[Bring The NoiZe : une rubrique discophile récurrente mais à périodicité totalement aléatoire ; on y parle de disques plus ou moins obscurs (mais pas toujours) et publiés pour la plupart par des micro labels tenus par des passionnés enthousiastes et dévoués (mais pas seulement) ; alors autant dire que la seule règle de conduite suivie ici est celle de la subjectivité voire de la mauvaise foi… ce qui signifie également que la meilleure façon de découvrir des musiques, des groupes et leurs disques, c’est d’aller les écouter et de se faire une opinion par soi-même]
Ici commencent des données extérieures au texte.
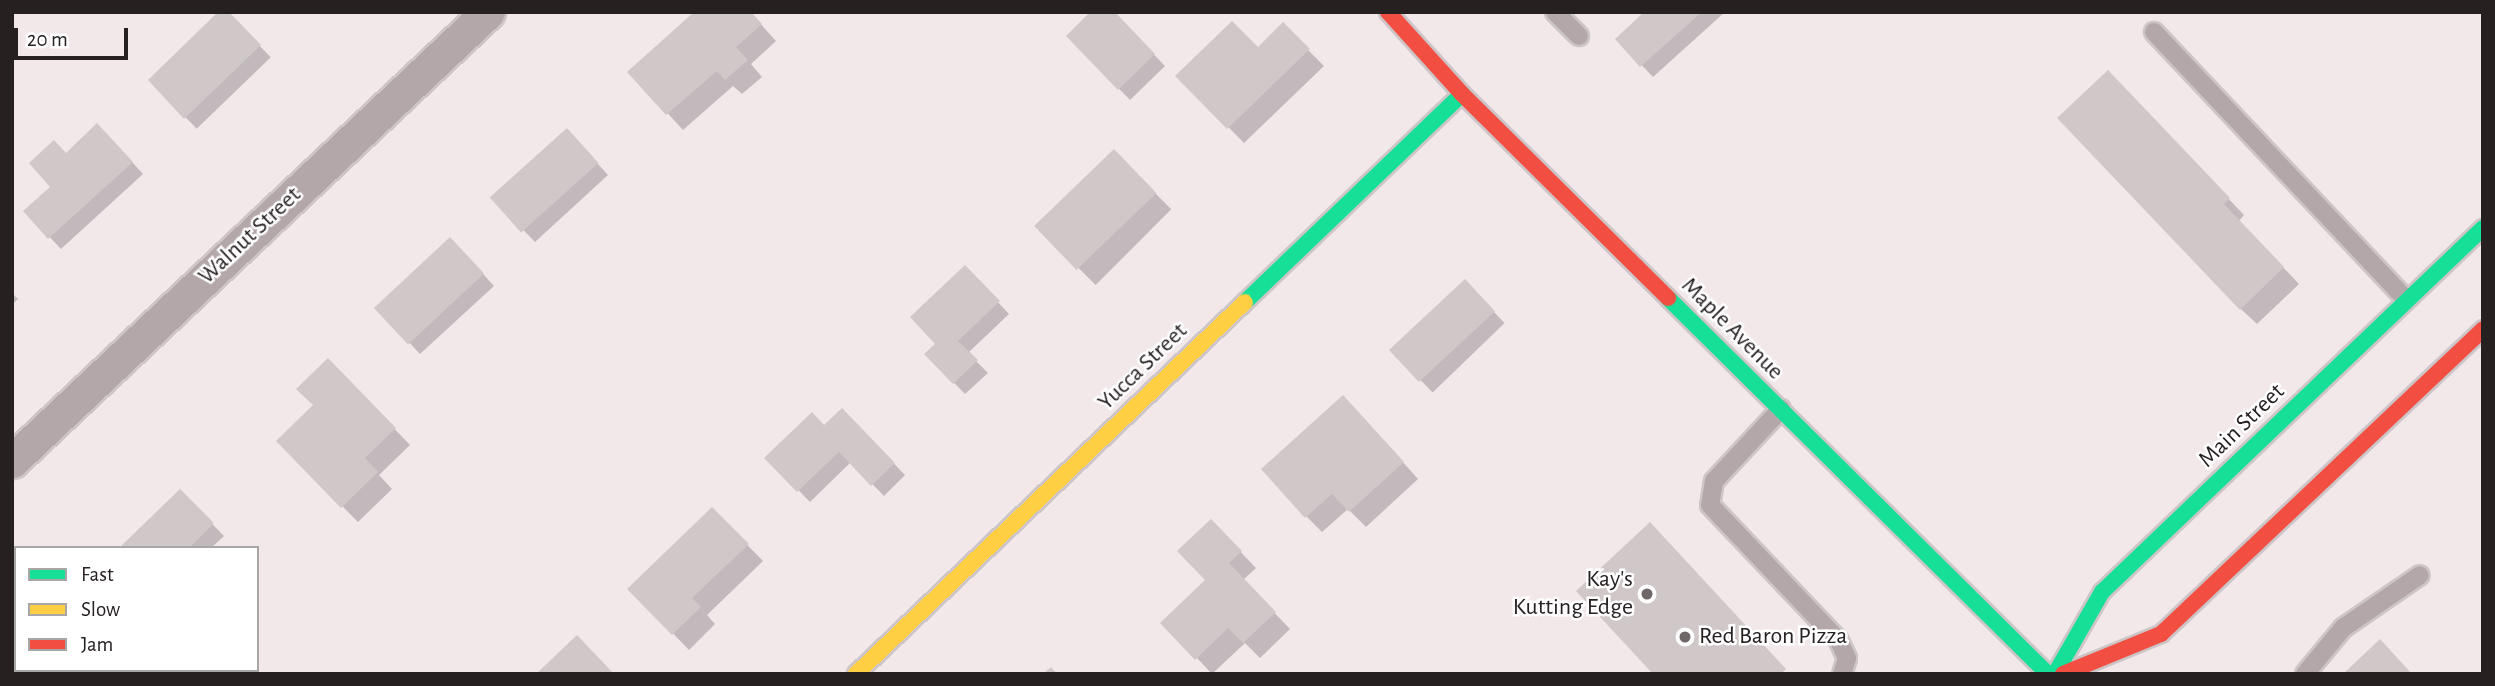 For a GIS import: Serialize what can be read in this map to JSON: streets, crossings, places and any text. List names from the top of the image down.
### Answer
{
  "streets": {
    "street": [
      "Walnut Street",
      "Maple Avenue",
      "Yucca Street",
      "Main Street"
    ]
  },
  "crossings": [
    ["Maple Avenue", "Yucca Street"]
  ],
  "places": ["Kay's Kutting Edge", "Red Baron Pizza"],
  "legend": ["Fast", "Slow", "Jam"],
  "scale_bar": "20 m"
}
Si la musique adoucissait réellement les mœurs, ça se saurait. Et si la plupart du temps elle provoquait autre chose qu’un joli ennui poli et lointain, ça se saurait également. Heureusement de temps à autres on tombe sur un disque qui fait vraiment du bien. Awo, deuxième album de Ukandanz, est de ceux-là. Ukandanz est un drôle de mélange de musiciens européens (Damien Cluzel à la guitare et aux arrangements, Lionel Martin au saxophone, Benoit Lecomte à la basse et Guilhem Mercier à la batterie) avec le chanteur éthiopien Asnake Guebreyes. D’un côté on retrouve donc des gens qui jouent dans des groupes tels que Kouma, Polymorphie, Ni et PoiL – donc des trucs plutôt rock (ahem, est ce que « rock » signifie réellement encore quelque chose ?) et jazz – et de l’autre il y a ce chanteur incomparable, cette voix à la fois féline et de velours, rugissante aussi bien que caressante.
Mais surtout le groupe occupe un terrain de jeu qui n’appartient qu’à lui : Ukandanz reprend des standards folkloriques (encore un mot que je déteste) et des chansons populaires du répertoire éthiopien, le tout réarrangé à grands coups d’électricité tapageuse, de fulgurance free voire d’agressivité noise. Loin des idées reçues sur les fusions entre musiques occidentales et « ethniques » (décidément cette chronique est truffée de gros mots), Ukandanz réussit le double exploit de donner une autre vie à des chansons d’une beauté sidérante et en plus de rendre cette musique d’un naturel confondant. Je veux dire : ici pas de citations caricaturales ou d’emprunts stéréotypés, tout semble couler de source, entre énergie, stridences et émotion (ah non, ça ce n’est pas un gros mot) et les cinq musiciens de Ukandanz ne font qu’un, c’est un vrai groupe et non pas un chanteur accompagné par un groupe de tricoteurs qui essayent de tirer leur épingle du jeu. Mention spéciale tout de même à Asnake Guebreyes dont le registre, l’interprétation toute en finesse et en sensations fortes ferait des ravages même chez le plus obtus des fans de hair metal favorable à la déchéance de nationalité pour les musiciens à l’esprit aventureux et curieux. Awo est publié en vinyle par Dur Et Doux et Bigoût records, la version numérique étant assurée par Atypeek.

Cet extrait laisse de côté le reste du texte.